(WHAT YOU WILL DO):
Identify all lines in the data containing the string "shieldNames". Copy them out.

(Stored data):
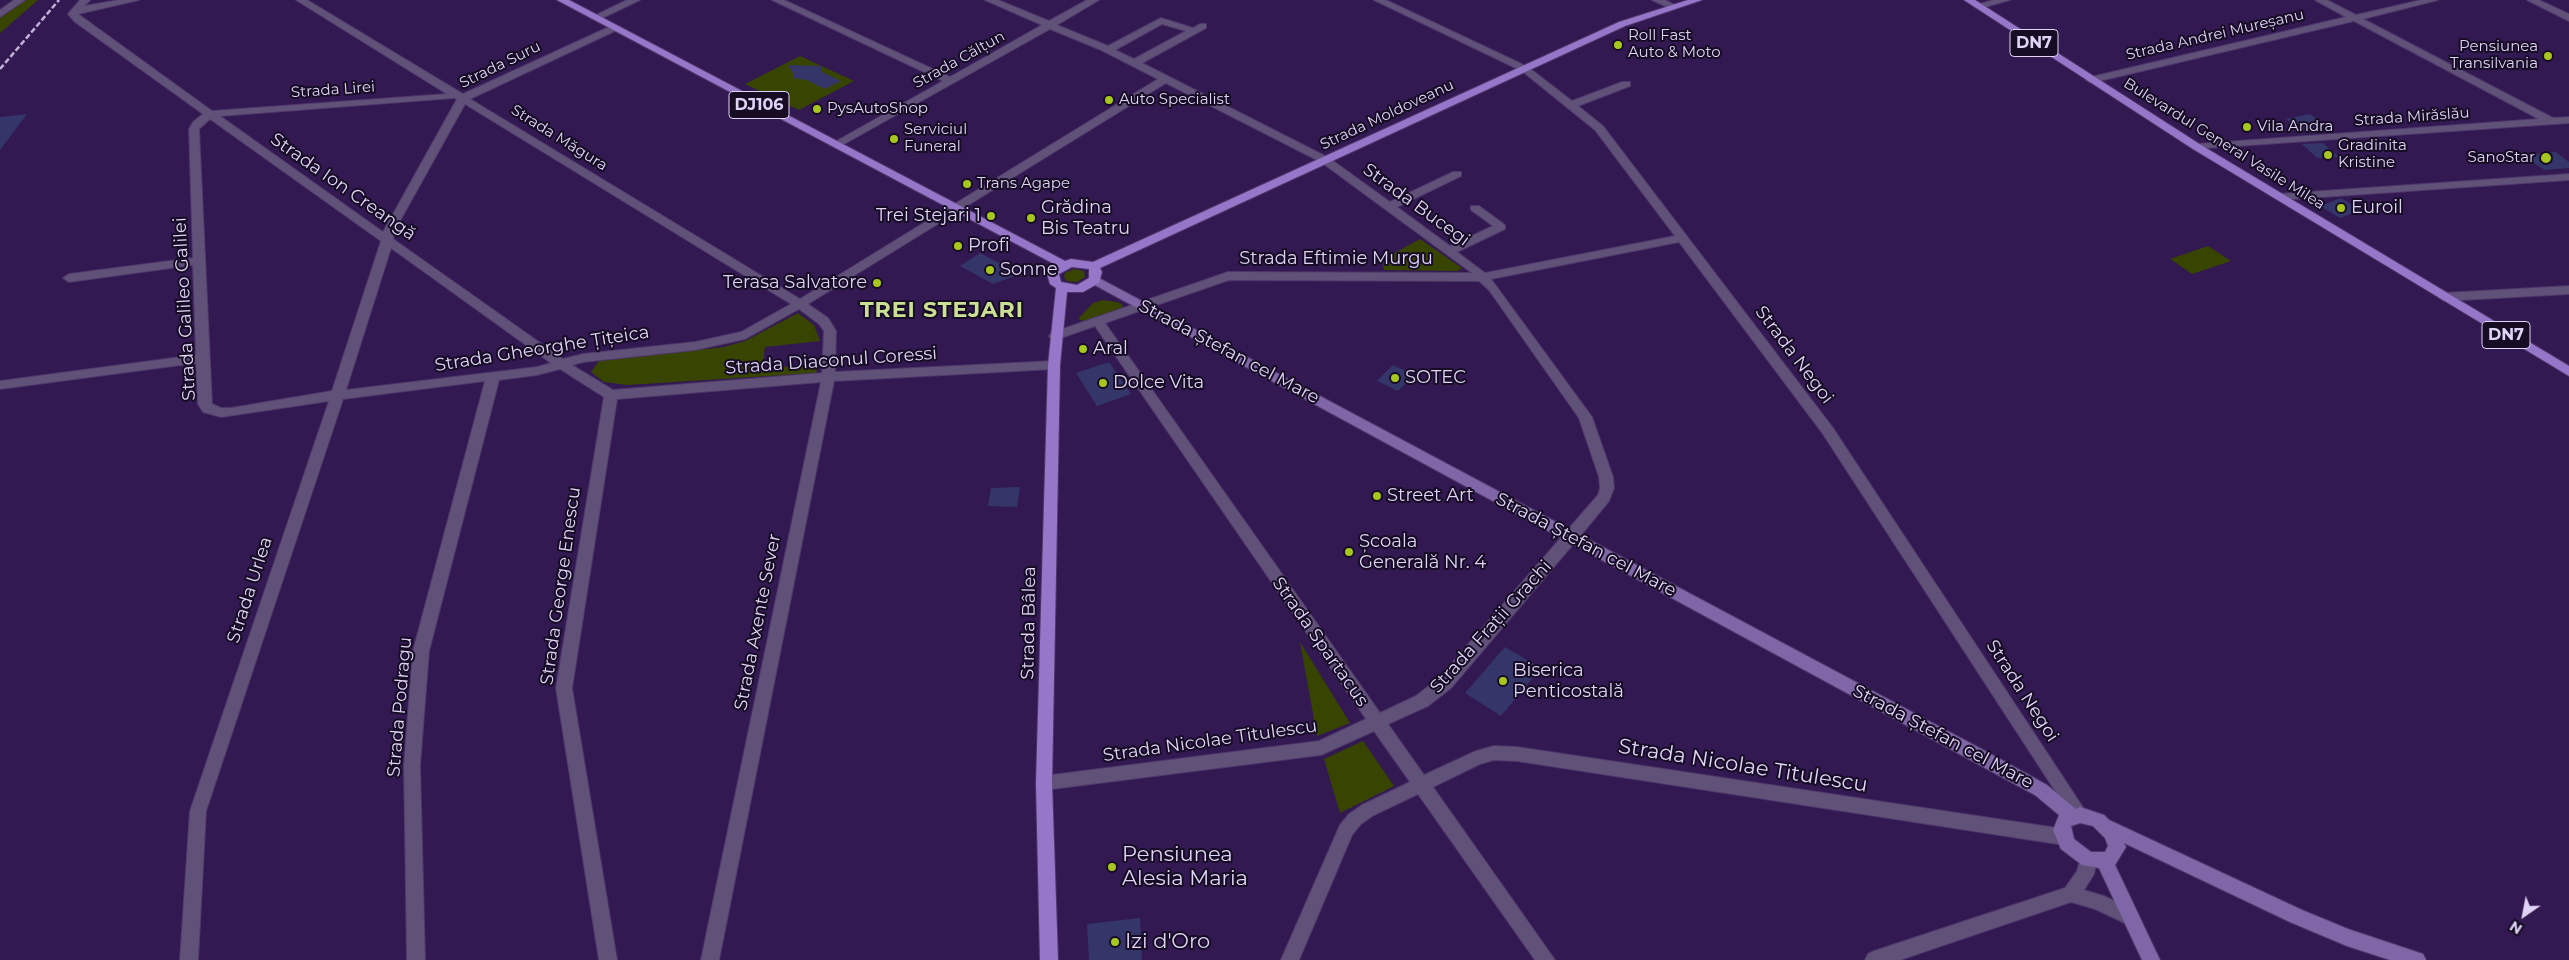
<!DOCTYPE html>
<meta charset="utf-8">
<style>
body{margin:0}
#map{position:relative;width:2569px;height:960px;overflow:hidden;background:#321951;font-family:Montserrat,sans-serif}
canvas{display:block}
.north{position:absolute;left:2499px;top:890px;width:50px;height:50px;-webkit-text-stroke:4px #160c24;paint-order:stroke;rotate:213deg;font-size:14px;font-weight:700;line-height:20px;text-align:center;color:#dfd4f6}
.north::after{content:'';display:block;margin:auto;width:18px;height:22px;background:#dfd4f6;clip-path:polygon(50% 0,100% 100%,50% 72%,0 100%)}
</style>
<div id="map">
<canvas width="2569" height="960"></canvas>
<div class="north">N</div>
</div>
<script>
const ctx = document.querySelector('canvas').getContext('2d');
ctx.lineJoin = 'round';
function fill(path, color) { ctx.fillStyle = color; ctx.fill(path, 'evenodd'); }
const poly = rows => new Path2D(rows.map(r => 'M' + r).join(''));
function strokePath(path, color, width, dash) { ctx.strokeStyle = color; ctx.lineWidth = width; ctx.lineCap = dash ? 'butt' : 'round'; ctx.setLineDash(dash || []); ctx.stroke(path); }
function write(font, color, halo, rows, align = 'center') {
  ctx.font = font + ' Montserrat,sans-serif'; ctx.lineWidth = 4; ctx.setLineDash([]); ctx.textBaseline = 'middle'; ctx.strokeStyle = halo; ctx.fillStyle = color; for (const [text, x, y, turn = 0] of rows) {
    ctx.save(); ctx.translate(x, y); ctx.rotate((+turn || 0) * Math.PI / 180); ctx.textAlign = isNaN(turn) ? turn : align; if (halo) ctx.strokeText(text, 0, 0); ctx.fillText(text, 0, 0); ctx.restore();
  }
}
const green = poly([
 [24,0,38,0,0,33,0,18],
 [800,56,854,81,799,110,745,84],
 [1420,239,1462,268,1458,271,1384,270,1382,260],
 [2208,246,2231,261,2192,274,2170,259],
 [1074,269,1084,271,1085,277,1077,282,1067,281,1064,277,1065,273],
 [1103,300,1117,302,1122,304,1123,309,1086,322,1078,319,1093,303],
 [798,313,814,325,820,341,765,347,762,368,818,365,816,373,627,385,604,382,591,372,599,361,724,347,745,341],
 [1300,642,1350,723,1317,736],
 [1363,741,1394,786,1340,813,1324,759]
]);
const building = poly([
 [788,65,821,66,822,72,841,81,825,89,807,80,793,78,793,73],
 [27,114,0,150,0,117],
 [2310,114,2326,125,2319,127,2322,129,2306,132,2286,119],
 [2323,143,2339,157,2317,158,2302,144],
 [2556,152,2569,162,2569,168,2544,170,2523,155],
 [2341,198,2361,210,2340,218,2320,206],
 [980,253,1020,274,993,284,960,266],
 [1109,362,1131,394,1097,406,1076,373],
 [1393,365,1414,375,1398,391,1377,381],
 [1020,487,1017,507,988,506,991,488],
 [1505,647,1541,668,1501,716,1465,693],
 [1140,918,1142,960,1089,960,1087,924]
]);
const minor = poly([
 [14,0,25,0,0,17,0,10,14,0],
 [80,0,90,0,84,6,119,0,139,0,78,14,212,111,447,94,296,0,307,0,463,94,611,26,617,26,617,30,470,99,800,299,1158,79,1101,50,1050,29,837,148,832,145,833,143,943,81,772,0,784,0,950,77,1042,25,985,0,998,0,1049,21,1087,0,1099,0,1057,25,1108,46,1161,18,1193,28,1200,24,1206,24,1206,28,1142,63,1329,158,1390,202,1453,172,1461,172,1461,176,1397,207,1450,246,1493,226,1471,210,1471,206,1479,206,1505,225,1505,229,1457,252,1485,273,1675,236,1595,130,1522,71,1374,0,1386,0,1528,67,1572,101,1622,82,1630,82,1630,86,1578,106,1603,126,1833,428,2088,815,2086,820,2080,823,2074,820,1823,434,1679,242,1491,279,1592,417,1613,477,1614,488,1609,501,1586,529,1451,688,1428,706,1388,724,1424,775,1476,751,1494,746,1517,747,2064,829,2070,832,2073,837,2070,842,2064,845,1517,761,1494,760,1480,764,1433,787,1555,960,1535,960,1418,794,1374,815,1361,824,1352,835,1299,960,1281,960,1340,825,1349,814,1362,805,1410,782,1374,731,1321,755,1044,790,1038,788,1036,783,1038,778,1044,776,1319,741,1366,719,1095,326,1055,340,1051,339,1049,336,1051,333,1228,272,1472,273,1321,162,1166,83,808,304,828,318,836,331,835,372,1054,361,1060,365,1054,369,834,381,719,960,701,960,821,382,617,399,572,688,617,960,599,960,556,688,604,397,560,369,537,375,499,380,429,651,420,765,425,960,407,960,404,765,413,651,485,381,343,399,206,811,198,960,180,960,190,811,329,401,221,417,203,412,198,404,196,363,0,389,0,381,196,355,193,265,69,282,63,278,69,274,193,258,189,129,193,122,203,114,75,22,68,14,80,0],
 [1162,24,1186,31,1134,59,1115,50,1162,24],
 [454,98,457,99,383,232,220,116,454,98],
 [465,104,791,304,741,332,695,342,583,354,563,359,393,239,396,228,465,104],
 [210,119,381,241,332,391,231,408,221,408,212,404,199,129,210,119],
 [391,248,551,363,537,367,346,390,391,248],
 [1229,280,1479,281,1489,290,1579,418,1599,477,1600,488,1598,495,1439,678,1416,696,1380,713,1105,323,1229,280],
 [799,309,819,324,824,331,822,373,613,390,572,365,583,362,695,350,745,339,799,309],
 [1652,0,1665,0,1679,7,1671,9,1652,0],
 [1993,0,2010,0,1978,9,1973,6,1993,0],
 [2315,0,2327,0,2356,15,2421,0,2438,0,2363,19,2553,118,2569,117,2569,123,2193,149,2192,147,2197,144,2539,119,2354,21,2091,83,2086,80,2091,77,2346,17,2315,0],
 [2569,174,2569,180,2279,200,2273,197,2279,194,2569,174],
 [2569,286,2569,294,2444,301,2438,297,2444,293,2569,286],
 [2088,851,2094,853,2097,859,2094,874,2084,890,2104,896,2137,912,2140,918,2137,924,2131,926,2095,909,2071,902,1900,960,1865,960,1868,954,1874,951,2065,888,2077,871,2082,853,2088,851]
]);
const tertiary = poly([
 [627,0,640,0,598,20,590,18,627,0],
 [2527,0,2539,0,2569,14,2569,21,2527,0]
]);
const secondary = poly([
 [1095,276,2000,759,2047,785,2076,809,2080,807,2104,815,2109,820,2302,910,2348,929,2423,954,2426,960,2390,960,2347,946,2290,922,2124,843,2126,847,2115,865,2160,960,2142,960,2099,868,2082,865,2061,849,2053,830,2059,815,2035,795,1091,283,1089,280,1091,277,1095,276],
 [2080,823,2093,826,2105,838,2108,846,2105,852,2091,852,2074,839,2071,826,2080,823]
]);
const primary = poly([
 [557,0,569,0,1065,261,1071,259,1093,262,1619,22,1688,0,1702,0,1625,26,1100,268,1102,272,1099,283,1083,292,1067,292,1060,365,1052,783,1058,960,1040,960,1036,783,1048,365,1056,288,1050,284,1047,274,1056,265,557,0],
 [1072,267,1089,269,1089,278,1077,285,1061,282,1059,274,1072,267],
 [1964,0,1975,0,2201,145,2569,366,2569,376,2193,149,1964,0]
]);
const rail = poly([
 [0,69,59,0]
]);
const markers = [
 [1618,45,5,"#a7c71e"],
 [2548,56,5,"#a7c71e"],
 [1109,100,5,"#a7c71e"],
 [817,109,5,"#a7c71e"],
 [2247,127,5,"#a7c71e"],
 [894,139,5,"#a7c71e"],
 [2328,155,5,"#a7c71e"],
 [2546,158,6,"#a7c71e"],
 [967,184,5,"#a7c71e"],
 [2341,208,5,"#a7c71e"],
 [991,216,5,"#a7c71e"],
 [1031,218,5,"#a7c71e"],
 [958,246,5,"#a7c71e"],
 [990,270,5,"#a7c71e"],
 [877,283,5,"#a7c71e"],
 [1083,349,5,"#a7c71e"],
 [1395,378,5,"#a7c71e"],
 [1103,383,5,"#a7c71e"],
 [1377,496,5,"#a7c71e"],
 [1349,552,5,"#a7c71e"],
 [1503,681,5,"#a7c71e"],
 [1112,867,5,"#a7c71e"],
 [1115,942,5,"#a7c71e"]
];
const farStreetnames = [
 ["Strada Andrei Mureșanu",2215,35,-13],
 ["Strada Călțun",959,60,-29],
 ["Strada Suru",500,65,-26],
 ["Strada Lirei",333,90,-4],
 ["Strada Moldoveanu",1387,115,-25],
 ["Strada Mirăslău",2412,117,-4],
 ["Strada Măgura",559,138,32],
 ["Bulevardul General Vasile Milea",2224,144,32]
];
const farPoinames = [
 ["Roll Fast",1628,36],
 ["Auto & Moto",1628,53],
 ["Pensiunea",2538,47,"right"],
 ["Transilvania",2538,64,"right"],
 ["Auto Specialist",1119,100],
 ["PysAutoShop",827,109],
 ["Vila Andra",2257,127],
 ["Serviciul",904,130],
 ["Funeral",904,147],
 ["Gradinita",2338,146],
 ["Kristine",2338,163],
 ["SanoStar",2535,158,"right"],
 ["Trans Agape",977,184]
];
const shields = [
 [2034,43,48],
 [759,105,60],
 [2506,335,48]
];
const shieldNames = [
 ["DN7",2034,43],
 ["DJ106",759,105],
 ["DN7",2506,335]
];
const streetNames = [
 ["Strada Ion Creangă",343,187,35],
 ["Strada Bucegi",1416,205,36],
 ["Strada Eftimie Murgu",1336,259],
 ["Strada Galileo Galilei",185,309,-93],
 ["Strada Gheorghe Țițeica",542,349,-9],
 ["Strada Ștefan cel Mare",1229,352,28],
 ["Strada Negoi",1794,355,53],
 ["Strada Diaconul Coressi",831,361,-4],
 ["Strada Ștefan cel Mare",1586,545,28],
 ["Strada George Enescu",561,586,-82],
 ["Strada Urlea",250,590,-72],
 ["Strada Axente Sever",758,622,-79],
 ["Strada Bâlea",1029,623,-89],
 ["Strada Frații Grachi",1491,627,-48],
 ["Strada Spartacus",1320,642,55],
 ["Strada Negoi",2022,691,57],
 ["Strada Podragu",400,707,-85],
 ["Strada Ștefan cel Mare",1943,737,28],
 ["Strada Nicolae Titulescu",1210,741,-8]
];
const poiNames = [
 ["Grădina",1041,208],
 ["Bis Teatru",1041,229],
 ["Euroil",2351,208],
 ["Trei Stejari 1",981,216,"right"],
 ["Profi",968,246],
 ["Sonne",1000,270],
 ["Terasa Salvatore",867,283,"right"],
 ["Aral",1093,349],
 ["SOTEC",1405,378],
 ["Dolce Vita",1113,383],
 ["Street Art",1387,496],
 ["Școala",1359,542],
 ["Generală Nr. 4",1359,563],
 ["Biserica",1513,671],
 ["Penticostală",1513,692]
];
const nearStreetnames = [
 ["Strada Nicolae Titulescu",1743,766,9]
];
const nearPoinames = [
 ["Pensiunea",1122,855],
 ["Alesia Maria",1122,879],
 ["Izi d'Oro",1125,942]
];
const districtNames = [
 ["TREI STEJARI",942,311]
];
fill(green, '#384501');
fill(building, '#343568');
strokePath(minor, '#4e376b', 2);
strokePath(tertiary, '#4e376b', 2);
strokePath(secondary, '#4e376b', 2);
strokePath(primary, '#4e376b', 2);
fill(minor, '#605179');
fill(tertiary, '#605179');
fill(secondary, '#7f66a6');
fill(primary, '#9676c9');
strokePath(rail, '#bfb2d8', 2.5, [5.5, 2.5]);
for (const [x, y, r, color] of markers) { const dot = new Path2D(); dot.arc(x, y, r, 0, 2 * Math.PI); ctx.fillStyle = color; ctx.fill(dot); strokePath(dot, '#160c24', 2); }
write('15px', '#dfd4f6', '#160c24', farStreetnames);
write('15px', '#dfd4f6', '#160c24', farPoinames, 'left');
for (const [x, y, w] of shields) { const box = new Path2D(); box.roundRect(x - w / 2, y - 13.5, w, 27, 4); ctx.fillStyle = '#160c24'; ctx.fill(box); strokePath(box, '#dfd4f6', 1); }
write('bold 16px', '#dfd4f6', null, shieldNames);
write('18px', '#dfd4f6', '#160c24', streetNames);
write('18px', '#dfd4f6', '#160c24', poiNames, 'left');
write('21px', '#dfd4f6', '#160c24', nearStreetnames);
write('21px', '#dfd4f6', '#160c24', nearPoinames, 'left');
ctx.letterSpacing = '1px';
write('bold 22px', '#cce095', '#160c24', districtNames);
ctx.letterSpacing = '0px';
</script>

(ANSWER FOR THIS EXERCISE):
const shieldNames = [
write('bold 16px', '#dfd4f6', null, shieldNames);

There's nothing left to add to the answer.